Supplied records
════

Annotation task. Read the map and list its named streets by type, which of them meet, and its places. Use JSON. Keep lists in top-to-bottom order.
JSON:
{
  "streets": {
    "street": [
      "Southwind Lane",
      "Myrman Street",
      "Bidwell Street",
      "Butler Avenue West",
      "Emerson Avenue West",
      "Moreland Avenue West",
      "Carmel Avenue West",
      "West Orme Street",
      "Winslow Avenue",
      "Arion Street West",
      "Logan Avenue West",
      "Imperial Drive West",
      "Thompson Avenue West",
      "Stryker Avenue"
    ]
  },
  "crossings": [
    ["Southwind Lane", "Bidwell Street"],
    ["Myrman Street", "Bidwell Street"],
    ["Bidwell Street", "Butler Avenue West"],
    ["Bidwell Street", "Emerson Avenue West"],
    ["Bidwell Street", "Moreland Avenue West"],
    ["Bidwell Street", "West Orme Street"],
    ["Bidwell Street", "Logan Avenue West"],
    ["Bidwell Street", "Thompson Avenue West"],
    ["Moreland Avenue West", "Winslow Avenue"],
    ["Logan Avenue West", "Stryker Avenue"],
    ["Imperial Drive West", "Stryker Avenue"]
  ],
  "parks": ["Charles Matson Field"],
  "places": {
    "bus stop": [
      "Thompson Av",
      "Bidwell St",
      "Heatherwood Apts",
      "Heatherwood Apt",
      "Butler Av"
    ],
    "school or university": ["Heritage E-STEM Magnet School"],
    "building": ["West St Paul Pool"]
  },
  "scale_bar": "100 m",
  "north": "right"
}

════

Task objective
Each line of the data must be retyped exactly as written.

Response to this exercise
Annotation task. Read the map and list its named streets by type, which of them meet, and its places. Use JSON. Keep lists in top-to-bottom order.
JSON:
{
  "streets": {
    "street": [
      "Southwind Lane",
      "Myrman Street",
      "Bidwell Street",
      "Butler Avenue West",
      "Emerson Avenue West",
      "Moreland Avenue West",
      "Carmel Avenue West",
      "West Orme Street",
      "Winslow Avenue",
      "Arion Street West",
      "Logan Avenue West",
      "Imperial Drive West",
      "Thompson Avenue West",
      "Stryker Avenue"
    ]
  },
  "crossings": [
    ["Southwind Lane", "Bidwell Street"],
    ["Myrman Street", "Bidwell Street"],
    ["Bidwell Street", "Butler Avenue West"],
    ["Bidwell Street", "Emerson Avenue West"],
    ["Bidwell Street", "Moreland Avenue West"],
    ["Bidwell Street", "West Orme Street"],
    ["Bidwell Street", "Logan Avenue West"],
    ["Bidwell Street", "Thompson Avenue West"],
    ["Moreland Avenue West", "Winslow Avenue"],
    ["Logan Avenue West", "Stryker Avenue"],
    ["Imperial Drive West", "Stryker Avenue"]
  ],
  "parks": ["Charles Matson Field"],
  "places": {
    "bus stop": [
      "Thompson Av",
      "Bidwell St",
      "Heatherwood Apts",
      "Heatherwood Apt",
      "Butler Av"
    ],
    "school or university": ["Heritage E-STEM Magnet School"],
    "building": ["West St Paul Pool"]
  },
  "scale_bar": "100 m",
  "north": "right"
}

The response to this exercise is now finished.